Tuesday, June 26, 2012

Three Men In A Boat Mini-Review


    
Title:  Three Men In A Boat
(To Say Nothing Of The Dog)
Author:  Jerome K. Jerome
Published:  1889
Pages:  195
Source:  Book Store
Genre:  Classic Literature



This book was a first-time read for me as part of The Classics Club (I have set a goal to read 60 classics in 60 months.  See my Classics Club tab for my complete list).

Description from Goodreads:
When J. the narrator, George, Harris, and Montmorency the dog set off on their hilarious misadventures, they can hardly predict the troubles that lie ahead with tow-ropes, unreliable weather-forecasts, imaginary illnesses, butter pats and tins of pineapple chunks. Denounced as vulgar by the literary establishment, Three Men in a Boat nevertheless caught the spirit of the times. The expansion of education and the increase in office workers created a new mass readership, and Jerome's book was especially popular among the 'clerking classes' who longed to be 'free from that fretful haste, that vehement striving, that is every day becoming more and more the bane of nineteenth-century life.'

This is one of those books that made me laugh out loud, repeatedly, throughout the story.  Jerome K. Jerome's writing style is not only humorous and detailed, but still spot on regarding human quirks and opinions 125 years after the story was first written.  I still can't believe that I had not heard of this book before...it is its own kind of masterpiece!

Favorite Quotes:

"I called for the cheeses, and took them away in a cab.  It was a ramshackle affair, dragged along by a knock kneed, broken-winded somnambulist, which his owner, in a moment of enthusiasm, during conversation, referred to as a horse.  I put the cheeses on the top, and we started off at a shamble that would have done credit to the swiftest steamroller ever built..."

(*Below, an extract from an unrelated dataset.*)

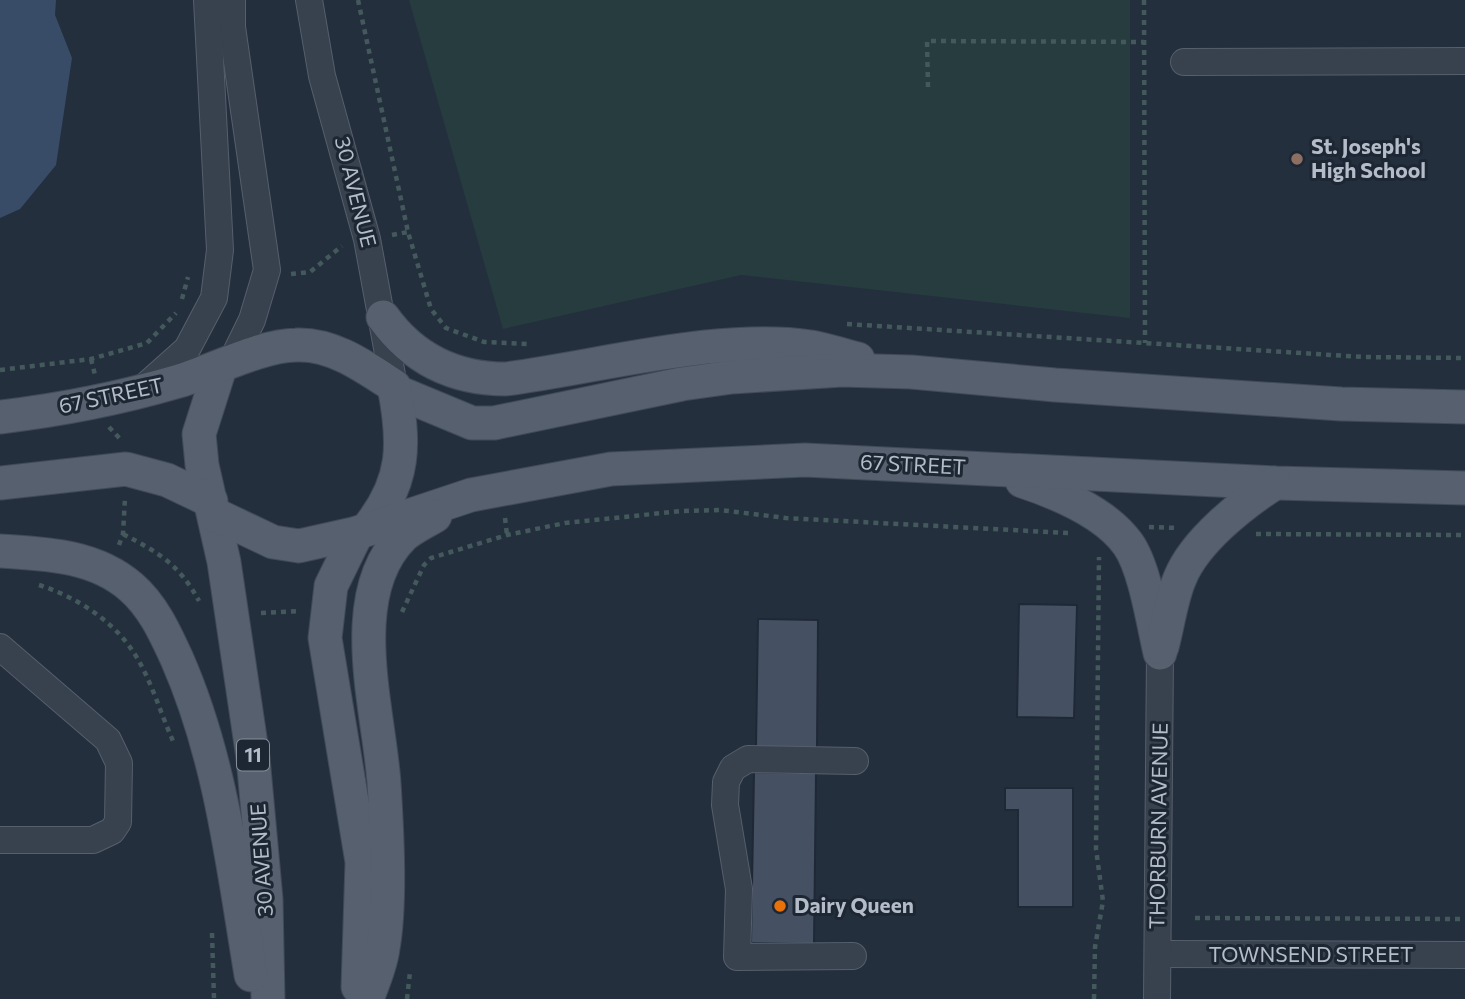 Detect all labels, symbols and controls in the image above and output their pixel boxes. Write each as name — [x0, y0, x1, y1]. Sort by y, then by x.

[After two of them attempt to put up the soaking wet canvas tent, and the third friend is exhausted from baling out the boat, J., George, and Harris discover...] "Rainwater is the chief article of diet at supper.  The bread is two-thirds rainwater, the beefsteak-pie is exceedingly rich in it, and the jam, and the butter, and the salt, and the coffee have all combined with it to make soup."

"To look at Montmorency you would imagine that he was an angel sent upon the earth, for some reason withheld from mankind, in the shape of a small fox-terrier.  There is a sort of Oh-what-a-wicked-world-this-is-and-how-I-wish-I-could-do-something-to-make-it-better-and-nobler expression about Montmorency that has been known to bring the tears into the eyes of pious old ladies and gentlemen......yet this dog was born with about four times as much original sin as other dogs.......Montmorency's ambition in life, is to get in the way and be sworn at.  If he can squirm in anywhere where he is particularly not wanted, and be a perfect nuisance, and make people mad, and have things thrown at his head, then he feels his day has not been wasted."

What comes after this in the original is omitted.